Gli Ulver, indubbiamente rinfrescati dall’innesto del genio di Daniel O’Sullivan, scelgono 16 tracce di rock psichedelico e le reinterpretano alla loro maniera. Ma quale? La risposta non esiste. Andare dal black metal degli esordi all’elettronica e i droni passando per il folk e varie sortite sperimentali non può fornire alcuna risposta.
E allora come si arriva a Trang Bang e ai bambini che fuggono dalle case infiammate dal napalm americano? Attraverso 16 tracce di psichedelia oscura quanto basta per non essere tacciati di scegliere la via più pratica e sicura. Pretty Things (“Bracelets of Fingers”), Electric Prunes (“I Had Too Much To Dream Last Night”), Beau Brummels (“Magic Hollow”) e 13th Floor Elevator (“Street Song”) sono nomi che non implicano una richiesta d’interesse da parte degli organi di stampa mainstream.
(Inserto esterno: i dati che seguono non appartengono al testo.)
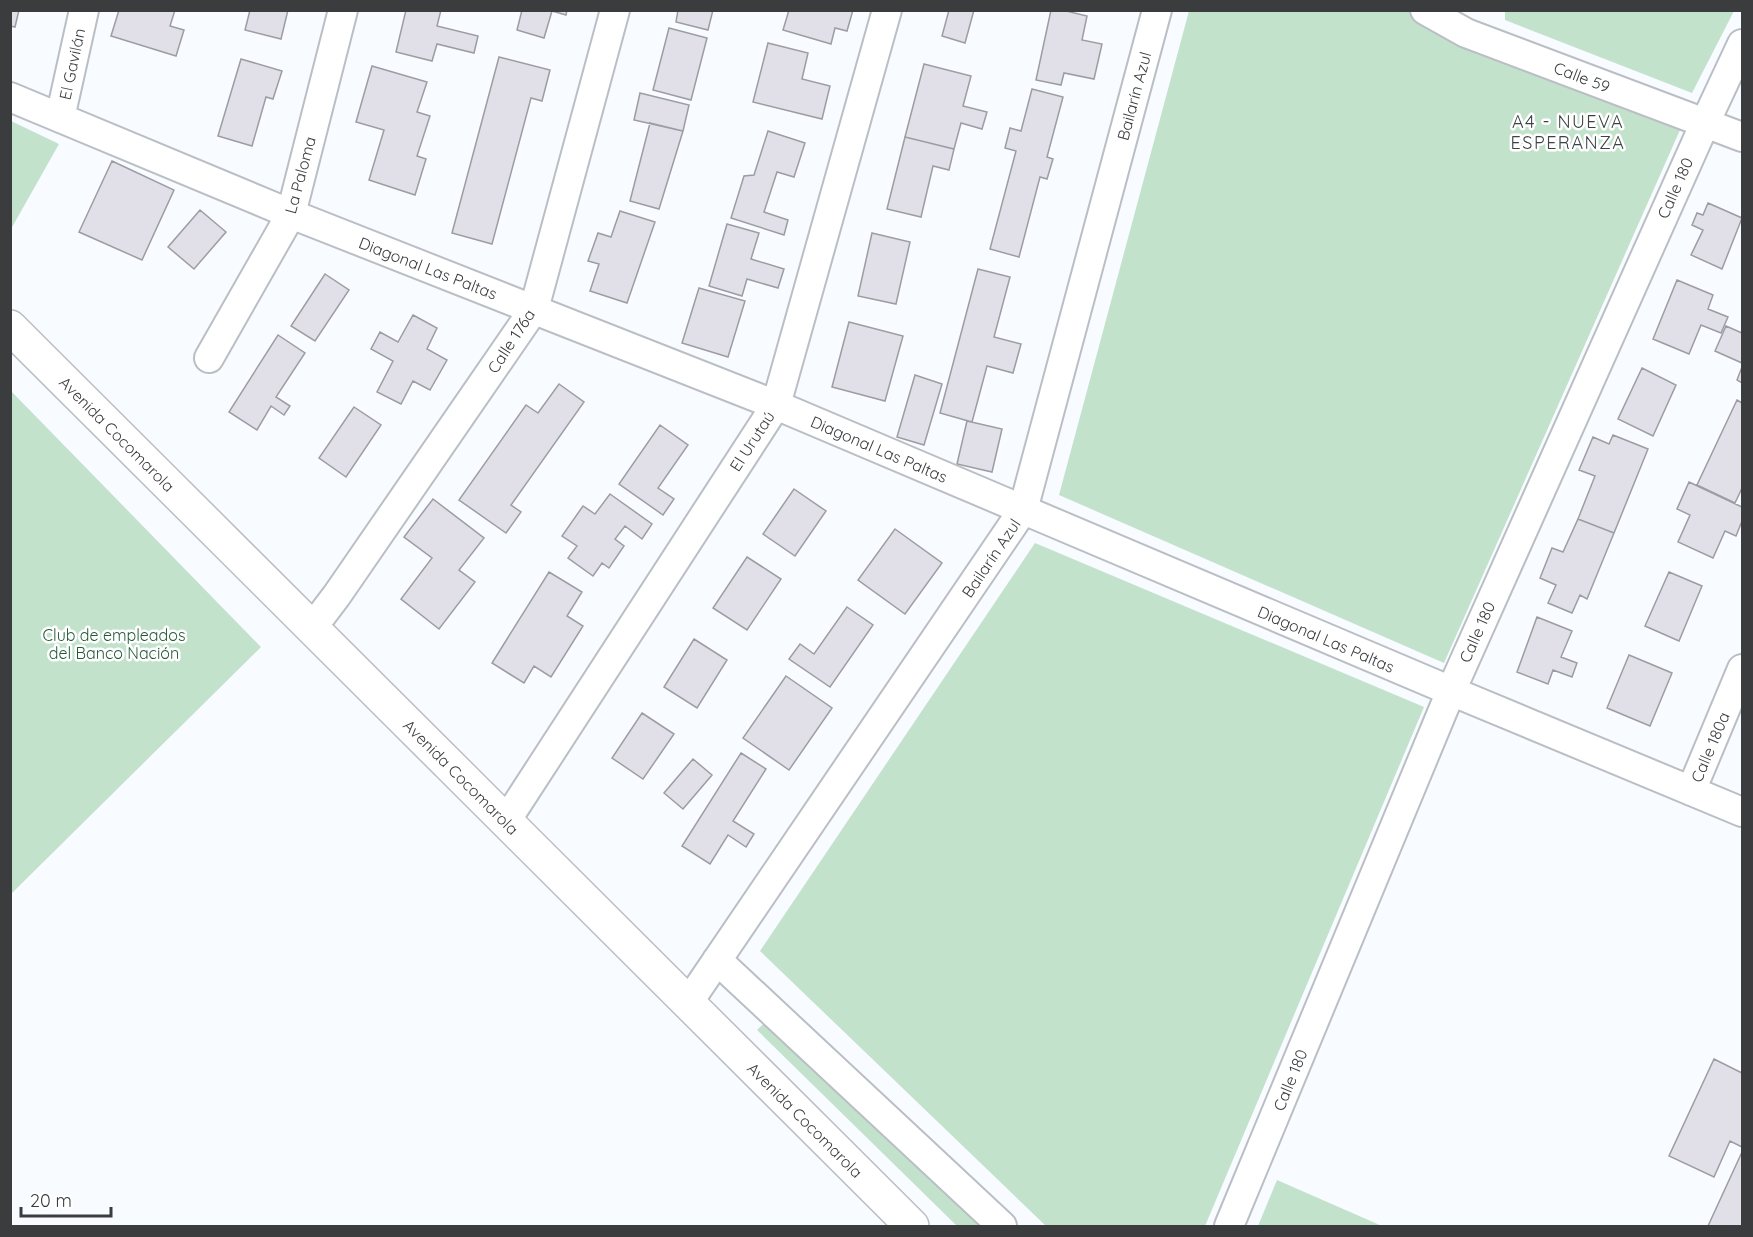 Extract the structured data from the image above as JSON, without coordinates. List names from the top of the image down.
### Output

Al contrario: la scelta di brani oscuri e al di fuori del solito circuito celebrativo della decade in esame fa sì che “Childhood’s End” sia un atto d’amore il più spontaneo possibile. L’intento pecuniario è ovviamente presente ma resta dunque ai margini dell’operazione.
Musicalmente parlando, i suoni caldi e soffusi delle tracce originali sembrano vibrare di nuovo di un’energia del tutto simile a quella che ispirò gente come gli sfortunati Gandalf di Peter Sando (il loro unico LP fu distribuito dalla Capitol con l’album sbagliato inserito nella copertina del vinile) all’epoca di “Can You Travel in the Dark Alone?”. O la splendida “Today” dei ben più noti Jefferson Airplane.
“Childhood’s End” riesce nell’intento di rendere omogenee tracce di band e periodi diversi tra loro e gran parte del merito, in questo senso, va alla voce di Kristoffer Rygg, la quale reinterpreta e rianima delle piccole gemme in maniera semplice ma efficace.
Intendiamoci: il mondo avrebbe continuato a girare comunque anche senza quest’album, ma la sua importanza è da intendersi come testimonianza del fatto che gli Ulver riescono a cambiare pur restando fedeli a se stessi; a rivoluzionare il proprio suono pur facendo in modo che questo resti riconoscibile e quindi inconfondibile.
La strada da Altamont al 2012 è stata lunga ma dell’innocenza, chimera di ogni tempo, ancora nessuna traccia. Non ci restano che foto sbiadite e una manciata di canzoni che ne testimoniano comunque, e in ogni caso, il momento della morte e mai quello di una vita che, in verità , non è mai stata.